Working on the book: Daniel J. Velleman. "HOW TO PROVE IT: A Structured Approach, Second Edition" (p. 201)
∗20. Suppose $R$ is a relation on $A$. Let $B = \{X \in P (A) \colon X\neq\emptyset \}$, and define a relation $S$ on $B$ as follows: $S = \{(X,Y) \in B \times B \colon \forall x \in X, \forall y \in Y(xRy)\}$.
Prove that if $R$ is transitive, then so is $S$. Why did the empty set have to be excluded from the set $B$ to make this proof work?
I am trying to find a counterexample to justify the exclusion of the empty set from this proof. So, I define:
- $R = \{(1,2), (2,1), (1,1), (2,2)\}$
- $A = \{1,2\}$
- $B = \{X \in P (A)\} = \{\emptyset, \{1\}, \{2\}, \{1,2\}\}$
Can I find a suitable counterexample with these sets? Why does $S$ lose transitivity property if the empty set is not excluded ?
The problem is that if $X=\varnothing$, then $\forall x\in X\,\forall y\in Y\,(xRy)$ is vacuously true for every $Y\subseteq A$. What could make it false? There would have to be some $x\in X$ and some $y\in Y$ such that $x\not Ry$. But if $X=\varnothing$, there isn’t any $x\in X$ at all, so it’s impossible for such a pair of $x$ and $y$ to exist.

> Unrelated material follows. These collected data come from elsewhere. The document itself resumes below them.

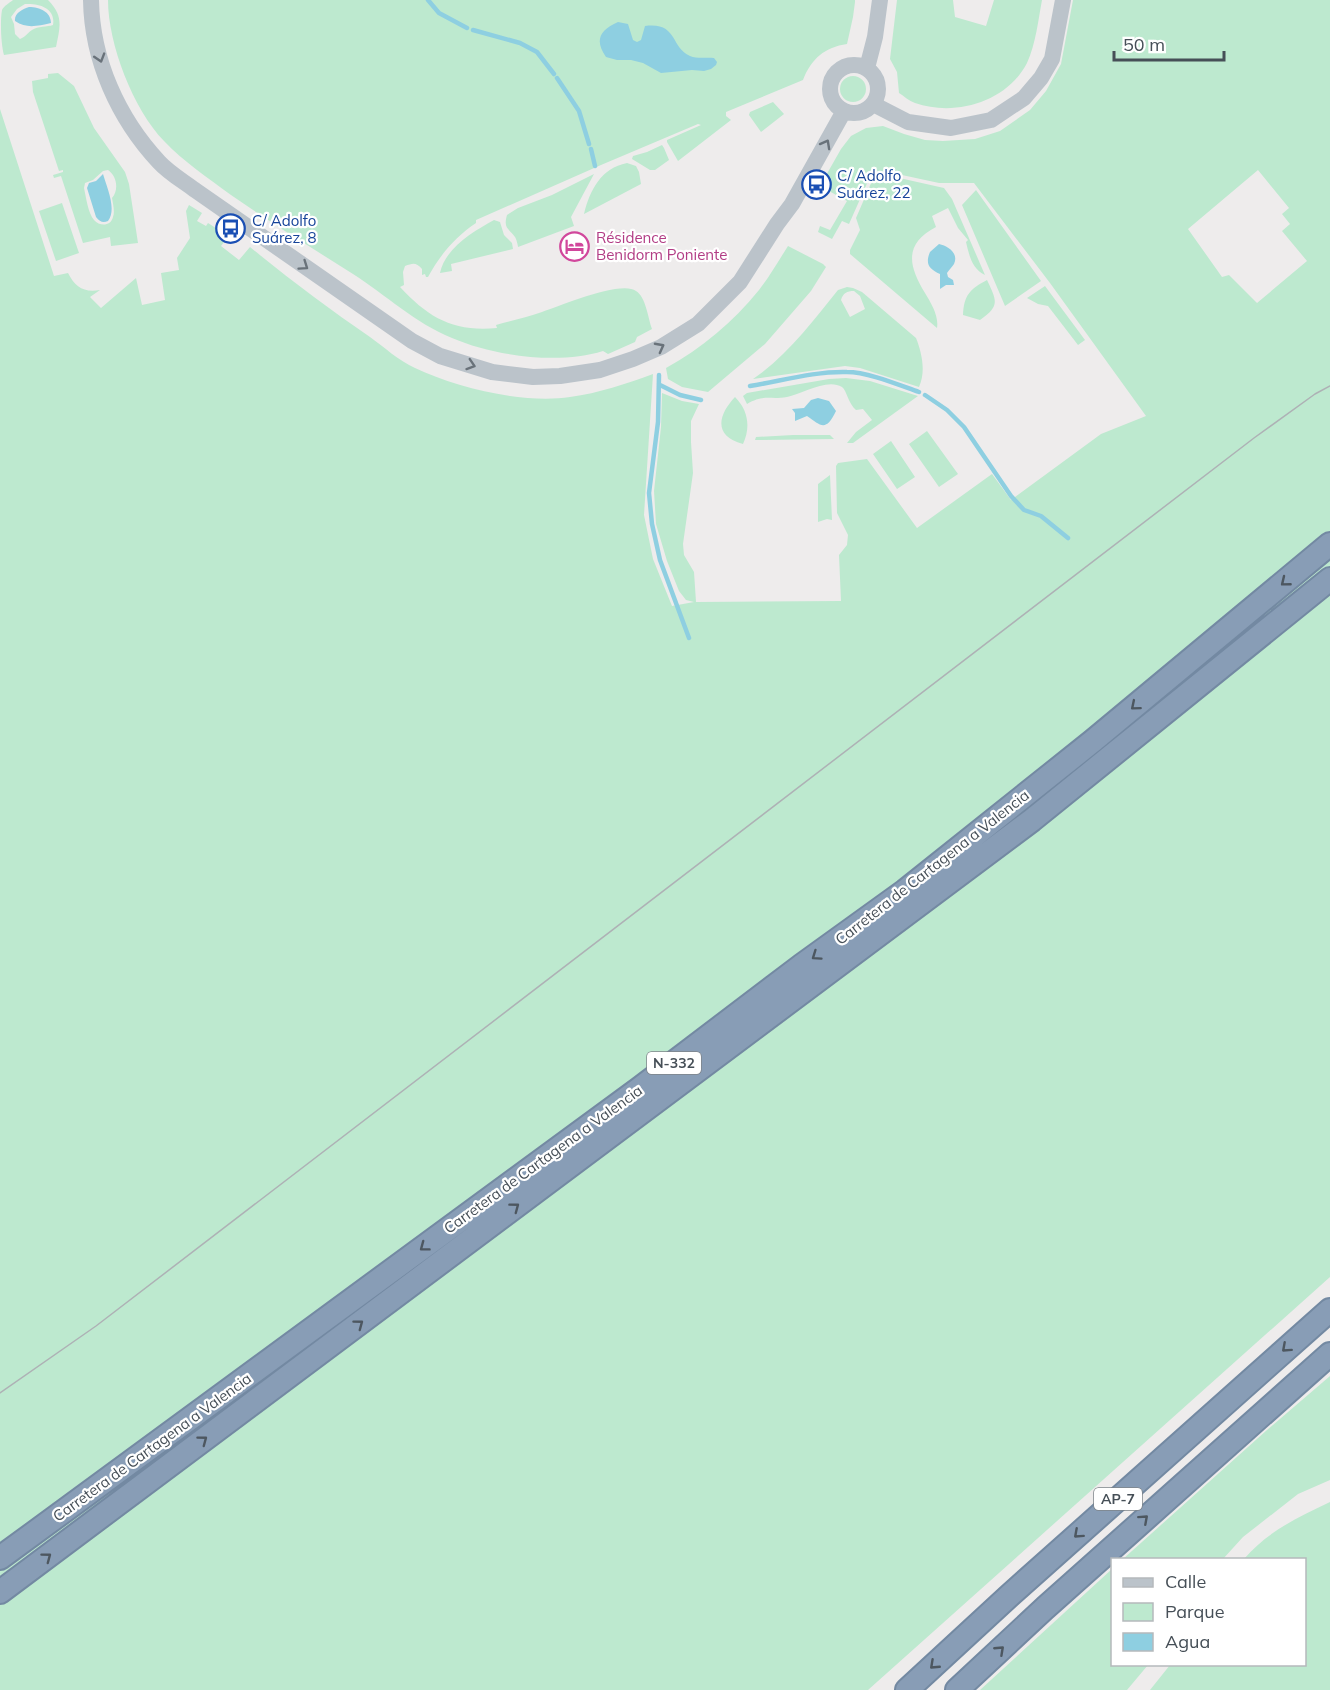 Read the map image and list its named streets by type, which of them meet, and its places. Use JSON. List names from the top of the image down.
{
  "streets": {
    "highway": ["Carretera de Cartagena a Valencia", "N-332", "AP-7"]
  },
  "places": {
    "bus stop": ["C/ Adolfo Suárez, 22", "C/ Adolfo Suárez, 8"],
    "hotel": ["Résidence Benidorm Poniente"]
  },
  "legend": ["Calle", "Parque", "Agua"],
  "scale_bar": "50 m"
}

Now take $X$ and $Y$ to be two subsets of $A$ such that $X\not S Y$. Then $XS\varnothing$ and $\varnothing SY$, but $X\not SY$, so $S$ is not transitive. Your example won’t work, because all subsets of your $A$ are related by $S$, but it could be changed easily enough; try $R=\{\langle 1,1\rangle,\langle 1,2\rangle,\langle 2,2\rangle\}$, the $\le$ relation on $A$, and $X=\{2\}$. (I’ll let you find a $Y$ such that $X\not SY$.)